Venturing down the finance route can initially seem a little daunting, typically associated with credit checks, tedious paperwork and onerous conditions. Whilst this may have been your experience with banks and finance houses in the past, this certainly doesn’t need to be the case. At Johnson Reed, we understand the time constraints and daily pressures of running a business, and facilitate your finance requirements in a quick, simple and fuss-free manner.

Here are some of the most common misconceptions we hear from business owners when they’re considering leasing, and why they’re not always correct.

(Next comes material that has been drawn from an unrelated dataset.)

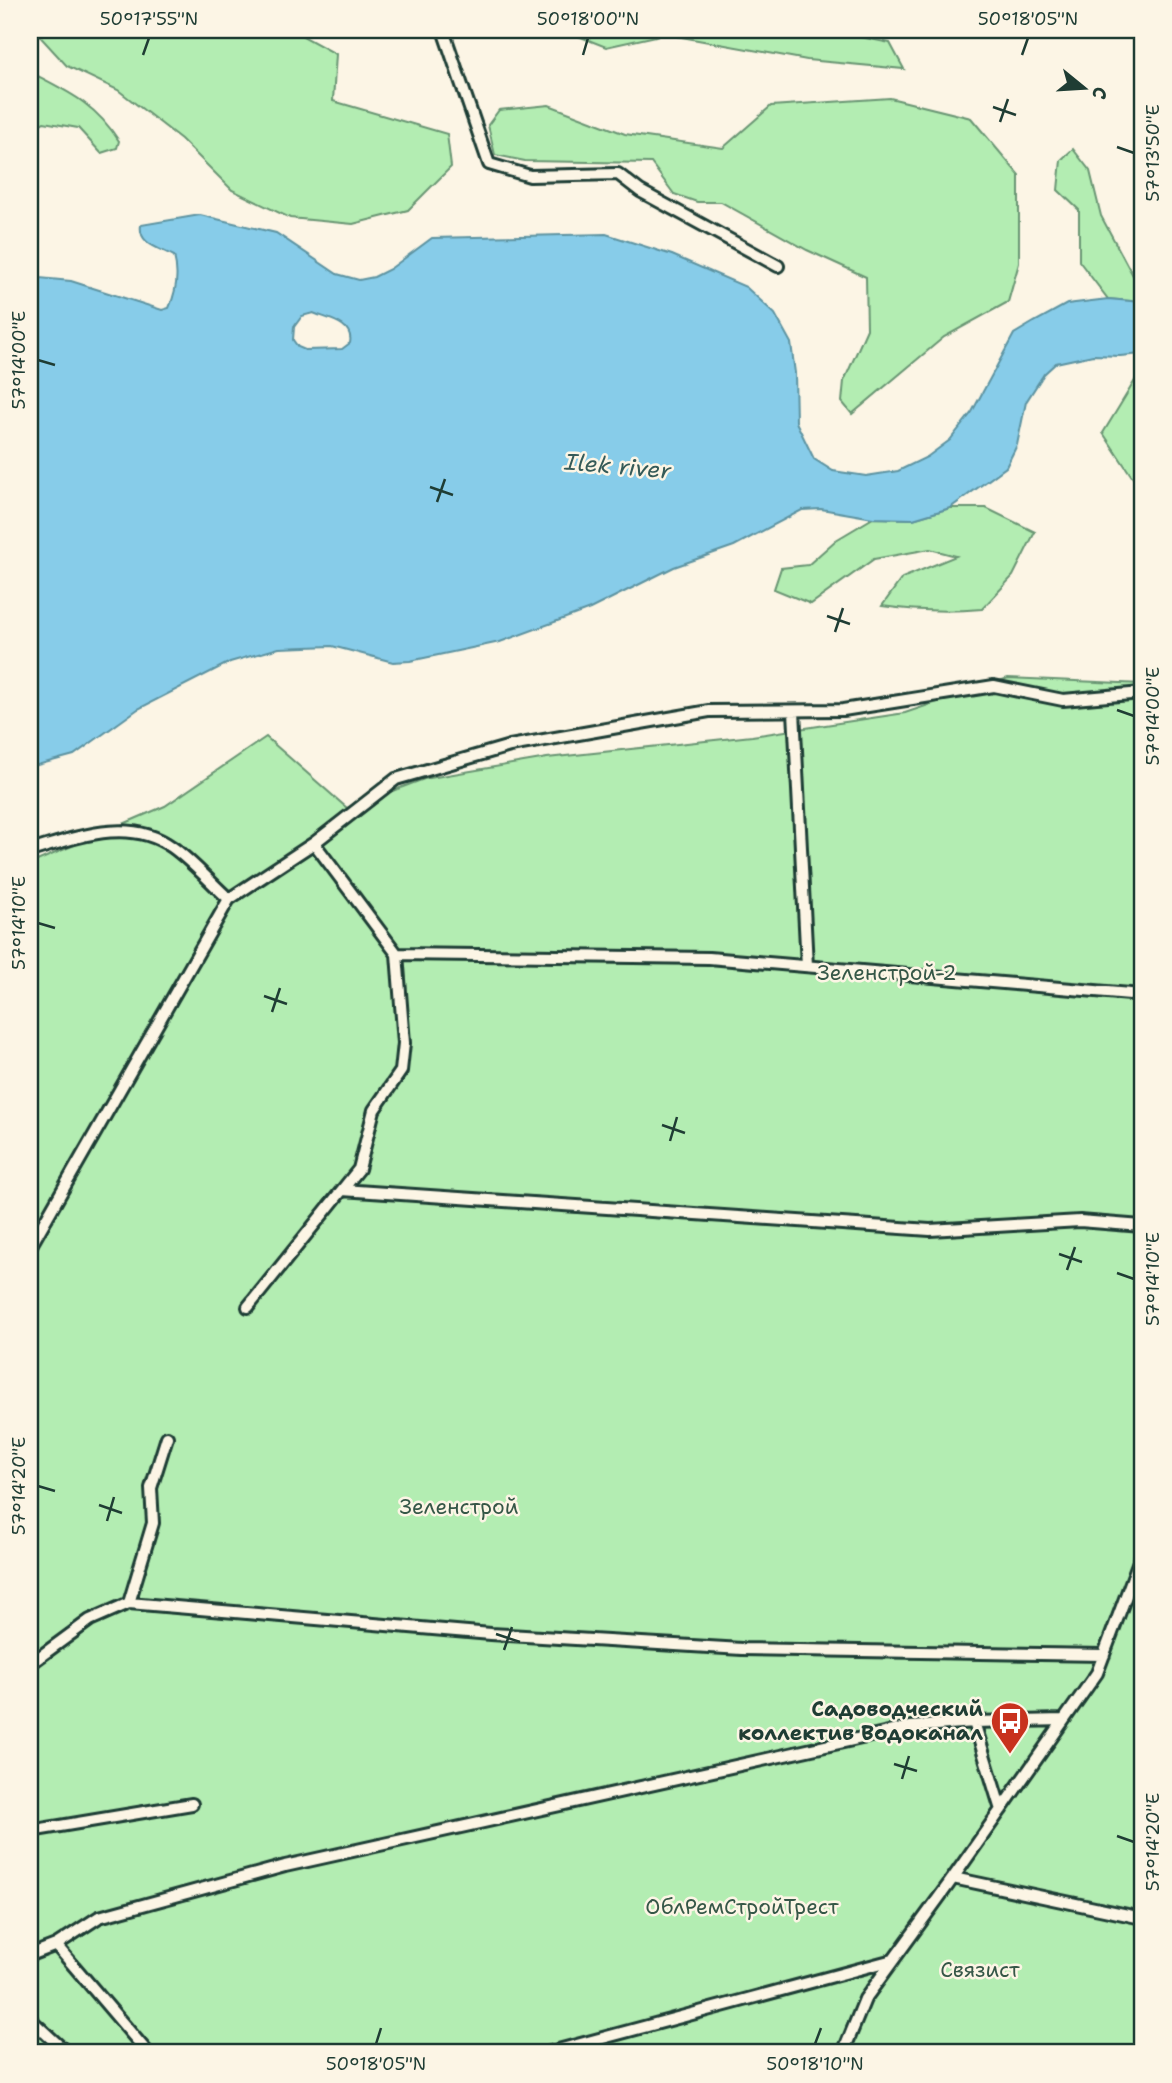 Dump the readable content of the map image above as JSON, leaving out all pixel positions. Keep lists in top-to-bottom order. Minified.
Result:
{"water":["Ilek river"],"parks":["Зеленстрой-2","Зеленстрой","ОблРемСтройТрест","Связист"],"places":{"bus stop":["Садоводческий коллектив Водоканал"]},"north":"right","coordinates":["50°17'55\"N","50°18'00\"N","50°18'05\"N","57°13'50\"E","57°14'00\"E","57°14'10\"E","57°14'20\"E","50°18'10\"N"]}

1. “Leasing won’t allow me to take ownership of the asset” – Depending on the type of agreement you have, there are options available at the end of the term. If the agreement allows, you may be able to pay a one-off fee for the asset, usually the equivalent to one of your repayments. Some agreements also offer the option to upgrade, helping you stay at the forefront of your competitive industry and keep up-to-date with constantly-evolving technology.

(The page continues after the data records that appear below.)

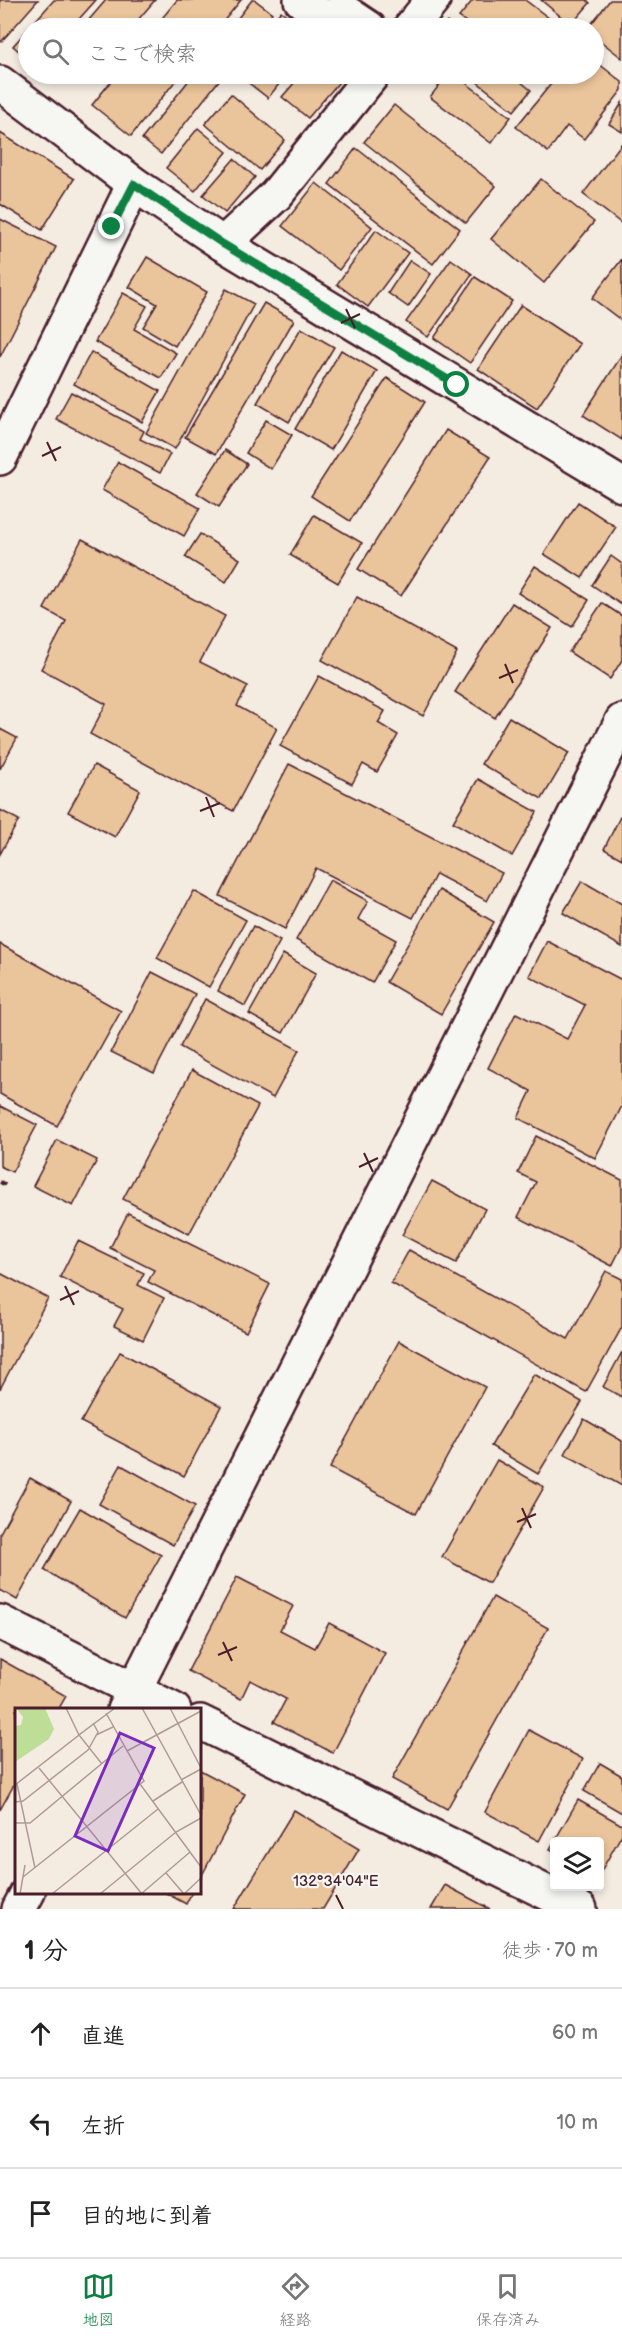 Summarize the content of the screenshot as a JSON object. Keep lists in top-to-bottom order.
{
  "page": {
    "search": "ここで検索",
    "heading": ["1 分", "徒歩 · 70 m"],
    "list": [
      ["直進", "60 m"],
      ["左折", "10 m"],
      "目的地に到着"
    ],
    "nav": ["地図", "経路", "保存済み"]
  },
  "coordinates": ["132°34'04\"E"]
}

2. “I’m not struggling financially so I don’t need to use finance” – Applying for finance sometimes comes with a negative stigma, but in fact many of our clients use our facilities as tools to help strengthen their business, not to combat a financial weakness. Leasing is a valuable tool regardless of the size or stage of your business, allowing you to purchase your desired equipment without the prohibitive effect on cash flow. The tax-efficiencies alone make leasing the purchase method of choice for many business owners.

3. “I can’t finance the equipment I need” – Whilst the bank and traditional lenders might decline finance applications for ‘non-standard’ assets or those with little residual value, Johnson Reed specialise in ‘Quirky Kit Finance’, whether that’s bespoke software or a children’s soft play structure! In addition, we can finance all your fixtures, fittings and ancillary costs; essentially a ‘one-stop shop’ for all your equipment and project costs!

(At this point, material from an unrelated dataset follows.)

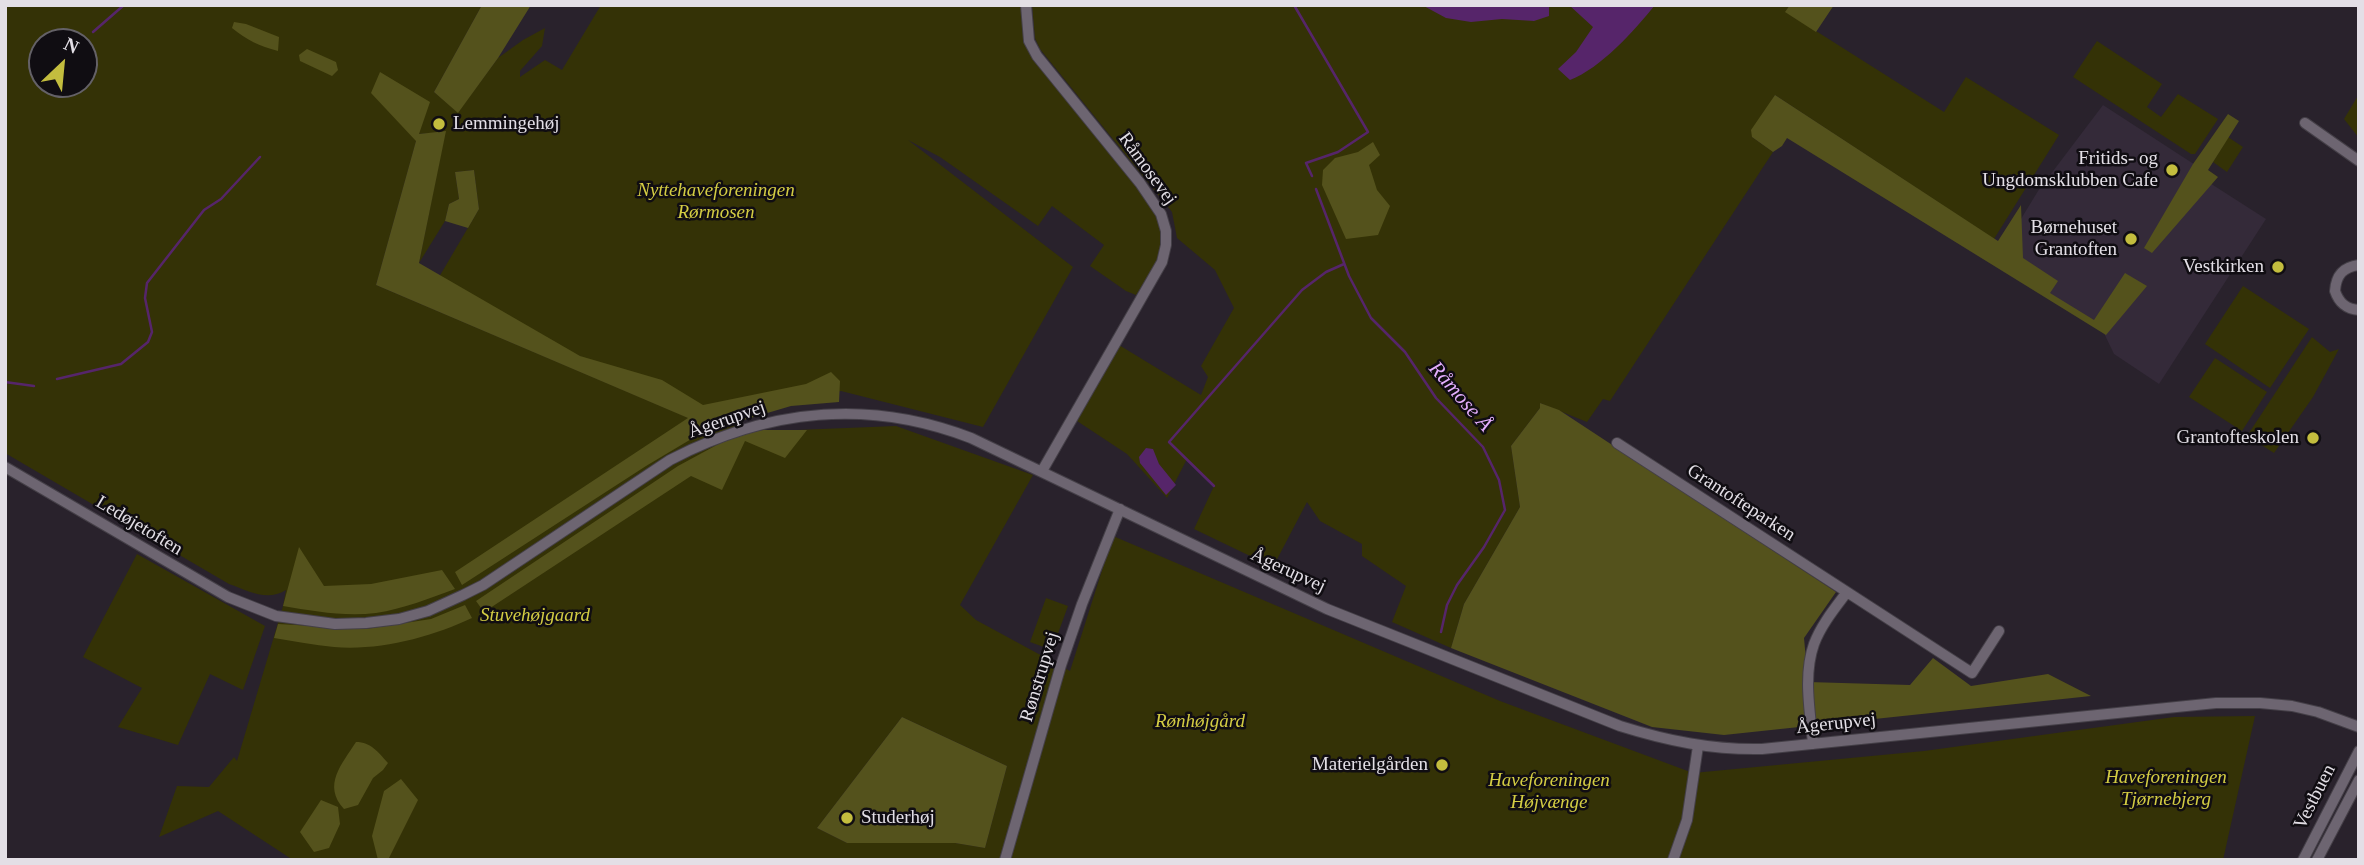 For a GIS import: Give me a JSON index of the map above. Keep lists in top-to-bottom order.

4. “It’s too time consuming” – Whilst bank loan applications can sometimes go weeks without any response, leasing is a different matter entirely. We can get everything we need from a simple phone call and help build your application, returning a decision within just a couple of hours in some cases! We work in conjunction with your suppliers and project deadlines to be as efficient as possible.

5. “I don’t trust finance companies” – You know the details of your agreement before you sign, including your repayment schedule, so you can accommodate the cost in your budget and plan ahead confidently. Whilst some bank facilities and overdrafts are repayable on demand (always read the small print!) your lease facility is fixed until the end of the term, providing all payments are made on time. We like to ensure customers know exactly what to expect and don’t encounter any hidden surprises!

6. “It’s expensive” – Whilst our rates are rarely as competitive as secured lending/mortgage finance usually provided by the bank, there are many reasons why leasing is the more favourable – and often more economic – choice. It’s often thought that the accumulation of all the repayments will exceed the original value of the asset, but the tax savings allowable throughout the term usually offset this. What’s more, with a lease you’re paying for the equipment in small instalments as you’re using and it and (hopefully!) generating a profit, meaning you’re likely to break even on your investment sooner.